Twas the Night…
By Mary Nisley
‘Twas the night before September, when outside the house
Many creatures were stirring, not just a mouse;
The garden was fenced all ‘round with care,
In hopes that deer would never come there;
My daughter was nestled all snug in her bed,
While replays of band practice ran through her head;
My husband was sleeping, and hoped for much more,
As I settled down for a short summer snore.
When out in the yard there arose such a clatter,
I sprang from the bed to see what was the matter.
Away to the window I flew like a flash,
But saw nothing on the deck; what was that crash?
Then off to the kitchen to flip on the lights,
To better reveal the outermost sights.
When, what to my wondering eyes should appear,
But an eight pointed buck: a powerful male deer!
His head, it was lowered; his mouth, it was red,
He looked mean and angry, a monster to dread.
When he moved I saw a most terrible sight,
His antler was tangled in the fence very tight.
I ran for my husband, to wake him from sleep,
He groggily blinked, then from the bed he did leap.
We dashed to the doorway, but the buck, he was gone,
One glimpse of my motion made him quite strong.
We surveyed the garden with the help of a light,
What destruction was done before the buck’s flight?
Alas! My poor garden, damage lay all around,
Two heavy steel fence posts he’d bent to the ground.
The ruin was total in two veggie beds:
Stalks twisted and broken, big leaves lay in shreds.
We pushed the posts upright, unsnarled all the net,
As we patched the fence up, we felt it was wet.
Shining flashlight on hands revealed blood on our fingers,
But it was not ours: could deer blood still linger?

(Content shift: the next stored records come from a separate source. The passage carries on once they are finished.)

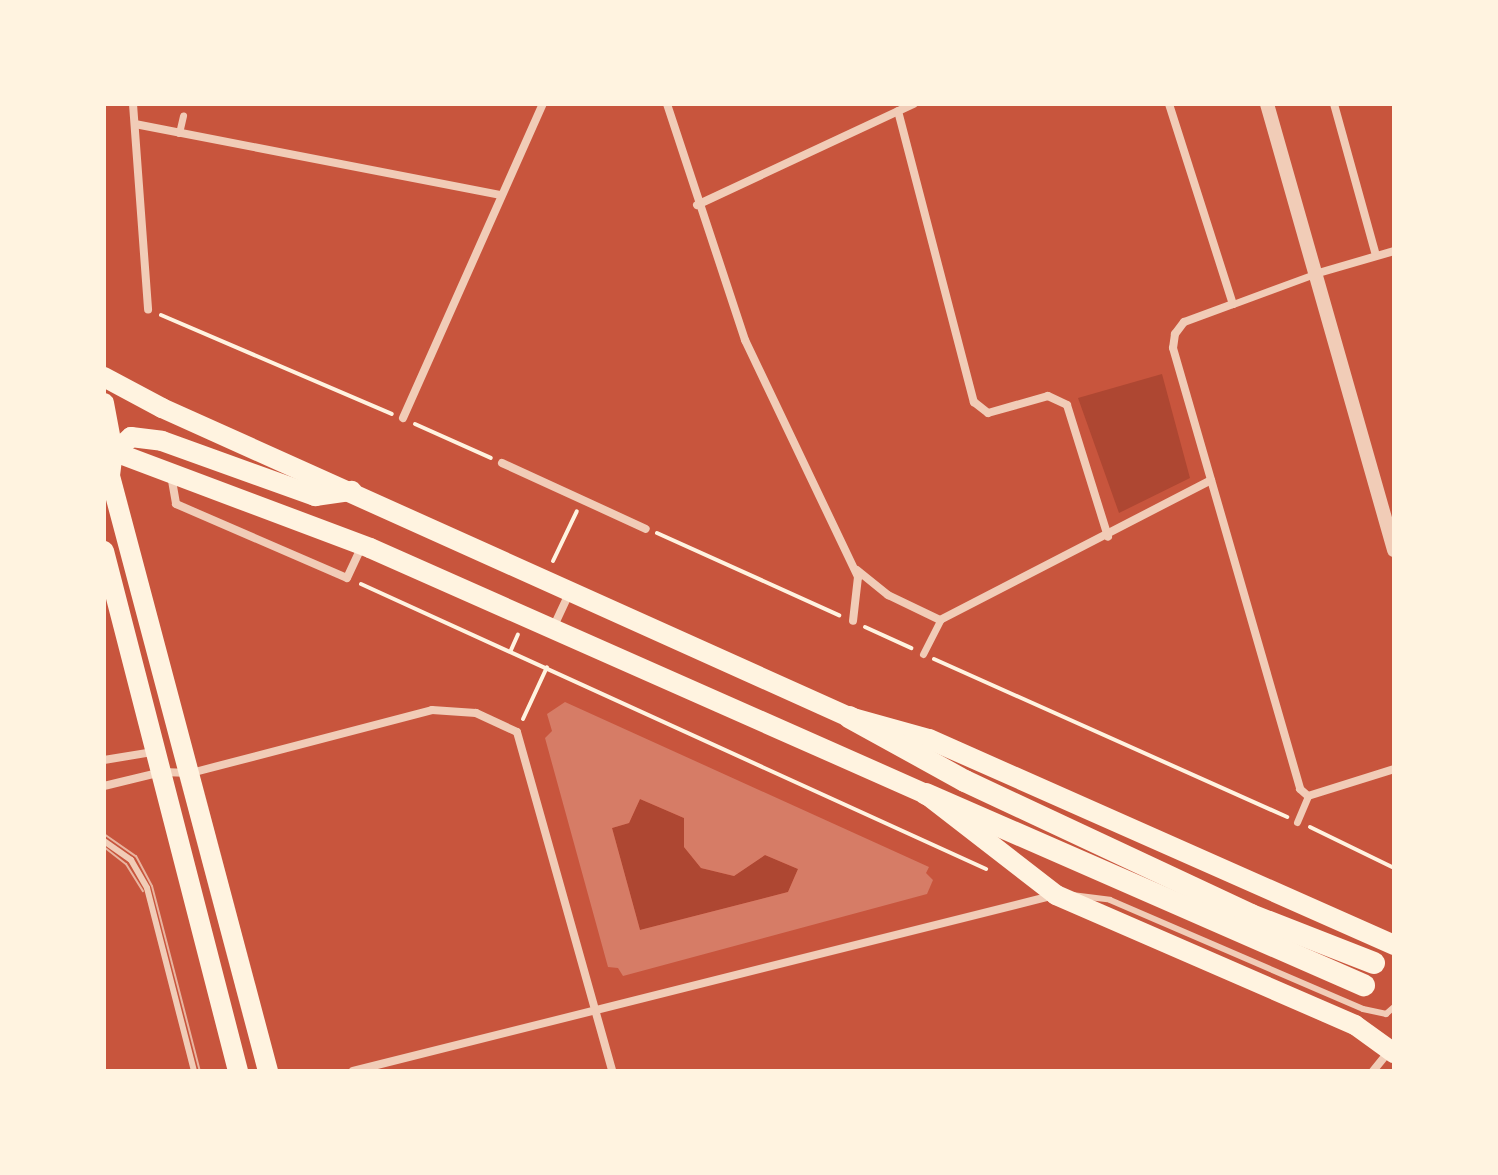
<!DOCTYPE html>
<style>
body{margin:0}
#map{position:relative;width:1498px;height:1175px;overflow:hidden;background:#c8553d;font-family:Rubik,sans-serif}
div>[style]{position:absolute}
.green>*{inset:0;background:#ae4732}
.building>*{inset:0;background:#d67c66}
.path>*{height:4px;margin:-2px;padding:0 2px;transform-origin:2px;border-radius:2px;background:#fff3e0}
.service>*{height:6px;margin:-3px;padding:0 3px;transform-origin:3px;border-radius:3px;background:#f1ccb7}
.pedestrian>*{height:7px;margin:-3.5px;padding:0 3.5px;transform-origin:3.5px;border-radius:3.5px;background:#f1ccb7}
.minor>*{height:8px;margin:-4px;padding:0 4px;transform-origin:4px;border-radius:4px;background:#f1ccb7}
.tertiary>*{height:14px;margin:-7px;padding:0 7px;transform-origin:7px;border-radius:7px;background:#f1ccb7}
.primary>*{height:20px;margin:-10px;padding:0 10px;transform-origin:10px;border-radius:10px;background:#fff3e0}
.trunk>*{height:22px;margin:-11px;padding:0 11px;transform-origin:11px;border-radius:11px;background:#fff3e0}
.tram>*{height:2px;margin:-1px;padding:0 1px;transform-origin:1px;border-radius:1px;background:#e9b49f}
span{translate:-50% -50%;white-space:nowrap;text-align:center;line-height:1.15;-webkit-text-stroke:7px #fff3e0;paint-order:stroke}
.frame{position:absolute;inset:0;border:106px solid #fff3e0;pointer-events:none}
</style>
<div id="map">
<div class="green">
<div style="clip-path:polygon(1162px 374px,1190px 478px,1119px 513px,1078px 398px)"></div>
<div style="clip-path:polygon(640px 799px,684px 818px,684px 847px,701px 868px,734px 876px,765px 855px,798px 869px,788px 892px,640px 930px,612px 828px,629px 823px)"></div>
</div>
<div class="building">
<div style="clip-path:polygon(evenodd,565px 702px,929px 867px,926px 873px,933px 880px,927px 894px,623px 976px,618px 968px,608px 967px,545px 738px,552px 731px,547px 714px,565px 702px,640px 799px,684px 818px,684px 847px,701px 868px,734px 876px,765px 855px,798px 869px,788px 892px,640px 930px,612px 828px,629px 823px,640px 799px)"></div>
</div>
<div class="path">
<div style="left:161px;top:315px;width:251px;rotate:23.2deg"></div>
<div style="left:415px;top:424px;width:83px;rotate:24.1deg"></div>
<div style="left:657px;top:533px;width:200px;rotate:24.3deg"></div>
<div style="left:553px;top:561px;width:55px;rotate:-64.4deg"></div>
<div style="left:361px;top:584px;width:687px;rotate:24.51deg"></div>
<div style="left:865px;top:627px;width:51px;rotate:24.5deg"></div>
<div style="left:511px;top:650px;width:17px;rotate:-66deg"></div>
<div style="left:934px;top:659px;width:387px;rotate:24.1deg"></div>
<div style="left:523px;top:719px;width:57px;rotate:-65.2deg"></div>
<div style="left:1310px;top:827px;width:93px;rotate:26deg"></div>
</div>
<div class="service">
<div style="left:104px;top:841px;width:33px;rotate:35deg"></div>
<div style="left:131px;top:860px;width:32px;rotate:60deg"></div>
<div style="left:147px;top:888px;width:189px;rotate:75.6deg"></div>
<div style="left:1072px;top:895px;width:38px;rotate:7deg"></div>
<div style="left:1110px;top:900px;width:275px;rotate:23.3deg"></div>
<div style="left:1363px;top:1009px;width:24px;rotate:12deg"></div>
<div style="left:1386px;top:1014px;width:11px;rotate:-41deg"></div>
</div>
<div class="pedestrian">
<div style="left:179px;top:133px;width:18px;rotate:-77deg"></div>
<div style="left:1233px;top:304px;width:86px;rotate:-20.3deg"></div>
<div style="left:923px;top:654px;width:38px;rotate:-63deg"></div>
<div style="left:1297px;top:822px;width:28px;rotate:-67deg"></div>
</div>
<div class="minor">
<div style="left:133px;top:104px;width:206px;rotate:85.8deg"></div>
<div style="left:667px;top:104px;width:249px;rotate:71.7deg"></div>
<div style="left:745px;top:340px;width:263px;rotate:64.5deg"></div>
<div style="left:858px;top:577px;width:44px;rotate:96.5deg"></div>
<div style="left:1169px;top:104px;width:210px;rotate:72.3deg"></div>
<div style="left:1233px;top:304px;width:52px;rotate:159.8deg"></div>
<div style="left:1184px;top:322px;width:15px;rotate:127deg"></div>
<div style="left:1175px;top:334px;width:14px;rotate:98deg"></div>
<div style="left:1173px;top:348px;width:459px;rotate:73.9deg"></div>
<div style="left:1300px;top:789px;width:11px;rotate:41deg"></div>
<div style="left:1308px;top:796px;width:90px;rotate:-17.4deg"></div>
<div style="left:1334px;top:104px;width:157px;rotate:74.5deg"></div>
<div style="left:898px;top:111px;width:301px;rotate:75.4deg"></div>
<div style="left:974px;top:402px;width:18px;rotate:38deg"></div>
<div style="left:988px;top:413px;width:62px;rotate:-15.8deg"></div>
<div style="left:1048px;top:396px;width:21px;rotate:25deg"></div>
<div style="left:1067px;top:405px;width:138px;rotate:72.7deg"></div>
<div style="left:135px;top:124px;width:373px;rotate:11deg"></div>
<div style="left:697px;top:205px;width:239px;rotate:-25deg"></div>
<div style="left:1315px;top:274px;width:82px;rotate:-16.2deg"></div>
<div style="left:403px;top:418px;width:344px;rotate:-66deg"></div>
<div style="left:502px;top:463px;width:158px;rotate:24.6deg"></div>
<div style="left:171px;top:475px;width:29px;rotate:80deg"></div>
<div style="left:176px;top:504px;width:186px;rotate:23.4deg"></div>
<div style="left:347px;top:578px;width:35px;rotate:-65deg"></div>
<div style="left:857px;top:570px;width:40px;rotate:39deg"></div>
<div style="left:888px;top:595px;width:58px;rotate:25.7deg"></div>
<div style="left:940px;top:620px;width:305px;rotate:-27.3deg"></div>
<div style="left:553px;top:628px;width:38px;rotate:-65deg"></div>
<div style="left:104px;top:760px;width:50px;rotate:-9.3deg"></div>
<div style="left:104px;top:786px;width:60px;rotate:-13.6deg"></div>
<div style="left:162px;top:772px;width:29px;rotate:2deg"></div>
<div style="left:191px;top:773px;width:249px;rotate:-14.6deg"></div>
<div style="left:432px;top:710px;width:44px;rotate:3.9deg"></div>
<div style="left:476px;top:713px;width:45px;rotate:24.9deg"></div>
<div style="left:517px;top:732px;width:352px;rotate:74.3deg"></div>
<div style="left:353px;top:1071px;width:720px;rotate:-14.07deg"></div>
<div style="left:1373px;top:1071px;width:27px;rotate:-51deg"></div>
</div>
<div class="tertiary">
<div style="left:1267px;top:104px;width:464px;rotate:74.1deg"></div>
</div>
<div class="primary">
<div style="left:104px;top:377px;width:66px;rotate:28.1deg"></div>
<div style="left:162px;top:408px;width:753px;rotate:24.22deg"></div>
<div style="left:849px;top:717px;width:83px;rotate:15.4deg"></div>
<div style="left:929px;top:739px;width:509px;rotate:23.89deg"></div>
<div style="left:104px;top:403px;width:49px;rotate:79.4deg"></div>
<div style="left:113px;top:451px;width:25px;rotate:97deg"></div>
<div style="left:110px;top:476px;width:616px;rotate:75.13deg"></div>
<div style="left:104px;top:448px;width:284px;rotate:20.6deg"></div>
<div style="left:370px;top:548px;width:608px;rotate:23.87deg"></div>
<div style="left:926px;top:794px;width:165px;rotate:37.8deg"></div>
<div style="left:1056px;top:895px;width:326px;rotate:23.5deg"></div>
<div style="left:1355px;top:1025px;width:48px;rotate:35.7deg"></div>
<div style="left:107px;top:458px;width:32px;rotate:-41deg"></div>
<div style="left:131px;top:437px;width:31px;rotate:7deg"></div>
<div style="left:162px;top:441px;width:163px;rotate:19.8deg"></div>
<div style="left:315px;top:496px;width:37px;rotate:-8deg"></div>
<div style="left:104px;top:551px;width:537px;rotate:75.55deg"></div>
</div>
<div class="trunk">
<div style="left:849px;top:717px;width:132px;rotate:28.9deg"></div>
<div style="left:965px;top:781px;width:316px;rotate:25.1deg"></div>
<div style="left:1251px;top:915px;width:132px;rotate:21.3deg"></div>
<div style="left:926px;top:794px;width:478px;rotate:23.6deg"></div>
</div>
<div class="tram">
<div style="left:104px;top:834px;width:39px;rotate:35deg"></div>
<div style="left:136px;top:856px;width:34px;rotate:62deg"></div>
<div style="left:152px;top:886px;width:191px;rotate:75.5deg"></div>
<div style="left:104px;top:847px;width:28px;rotate:38deg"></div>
<div style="left:126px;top:864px;width:32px;rotate:58deg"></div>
</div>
<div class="frame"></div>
</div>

Sunshine the next morning revealed all of the damage,
Plus an antler tip broken in the buck’s desperate rampage.
The rabbits and woodchuck say “Thanks Mr. Buck!
You’ve opened the garden, it’s our great luck!
We’re feasting on beet greens, parsley and chard,
To fatten for winter is no longer hard.”
We wish you happy holidays, filled with warmth and good cheer,
And may your next growing season have gardens without deer.
Folks: I couldn’t make this one up; that is exactly what happened. I believe the buck was grazing on fallen apples from my neighbor’s tree when, in the dark, his antlers tangled in my fence netting. They were velvety, still soft and growing, so when he broke a tip trying to escape, there was blood all over. At 2:00AM I was outside, stringing up twine and drenching it with deer repellent, hoping to keep the rest of his herd from testing my jury-rigged fence.
Acknowledgments: Thanks to Clement Clarke Moore and his “The Night Before Christmas” for the shape of this poem and for my lines 9-11. His words fit the situation so well that I couldn’t resist using them.
Ed says: It’s Christmas: we can take the day off from tech, right?